▼▼▼

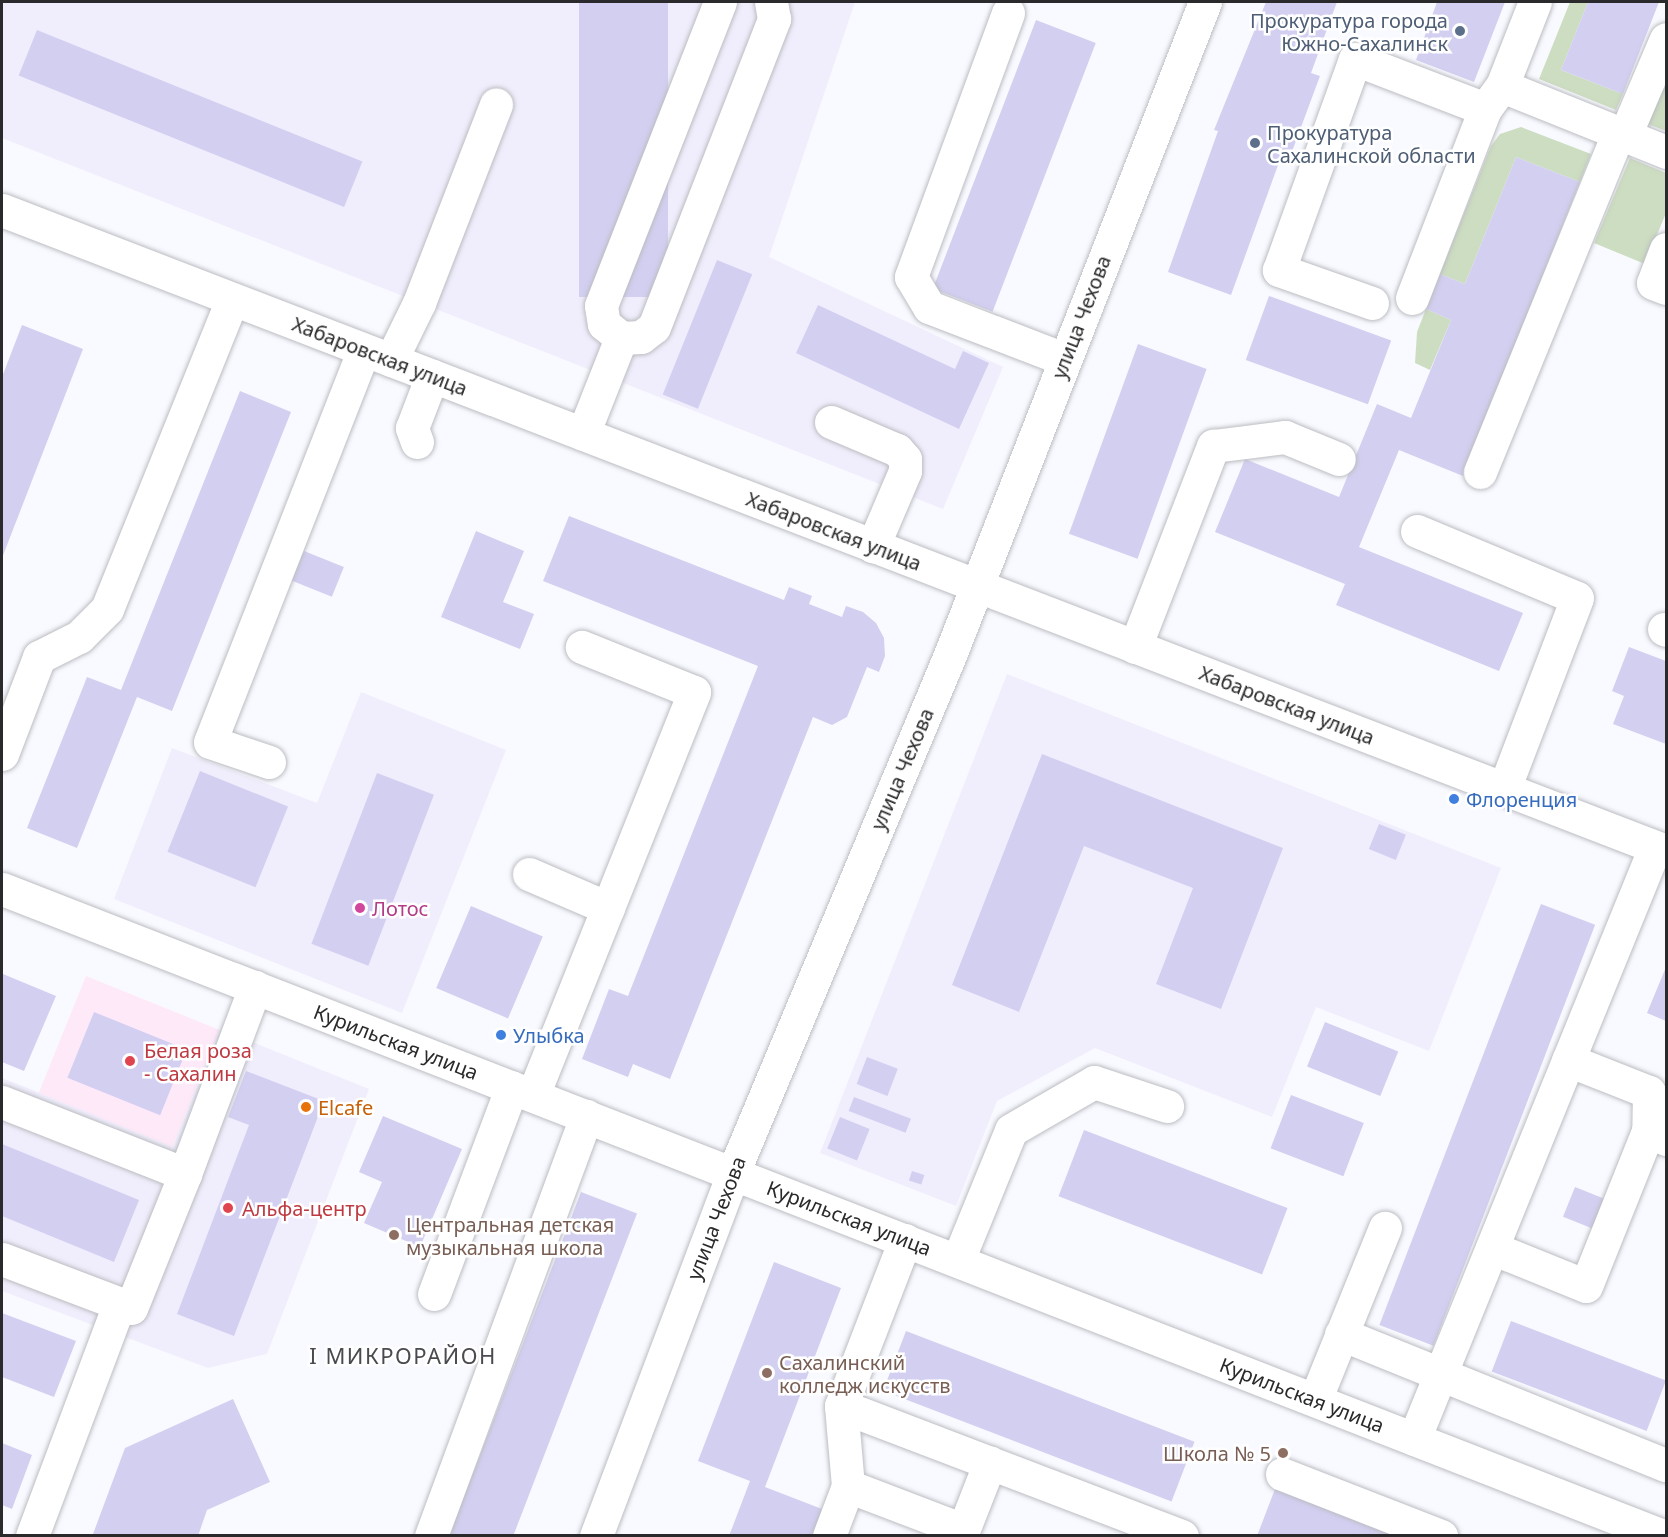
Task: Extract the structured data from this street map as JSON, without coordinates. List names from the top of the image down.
{
  "streets": {
    "street": ["улица Чехова", "Хабаровская улица", "Курильская улица"]
  },
  "crossings": [
    ["улица Чехова", "Хабаровская улица"],
    ["улица Чехова", "Курильская улица"]
  ],
  "districts": ["I МИКРОРАЙОН"],
  "places": [
    "Прокуратура города Южно-Сахалинск",
    "Прокуратура Сахалинской области",
    "Флоренция",
    "Лотос",
    "Улыбка",
    "Белая роза - Сахалин",
    "Elcafe",
    "Альфа-центр",
    "Центральная детская музыкальная школа",
    "Сахалинский колледж искусств",
    "Школа № 5"
  ]
}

▲▲▲

All records are to be reproduced exactly; the pictures are to be omitted.

Task: Extract the structured data from this street map as JSON, without coordinates. List names from the top of the image down.
{
  "streets": {
    "street": ["улица Чехова", "Хабаровская улица", "Курильская улица"]
  },
  "crossings": [
    ["улица Чехова", "Хабаровская улица"],
    ["улица Чехова", "Курильская улица"]
  ],
  "districts": ["I МИКРОРАЙОН"],
  "places": [
    "Прокуратура города Южно-Сахалинск",
    "Прокуратура Сахалинской области",
    "Флоренция",
    "Лотос",
    "Улыбка",
    "Белая роза - Сахалин",
    "Elcafe",
    "Альфа-центр",
    "Центральная детская музыкальная школа",
    "Сахалинский колледж искусств",
    "Школа № 5"
  ]
}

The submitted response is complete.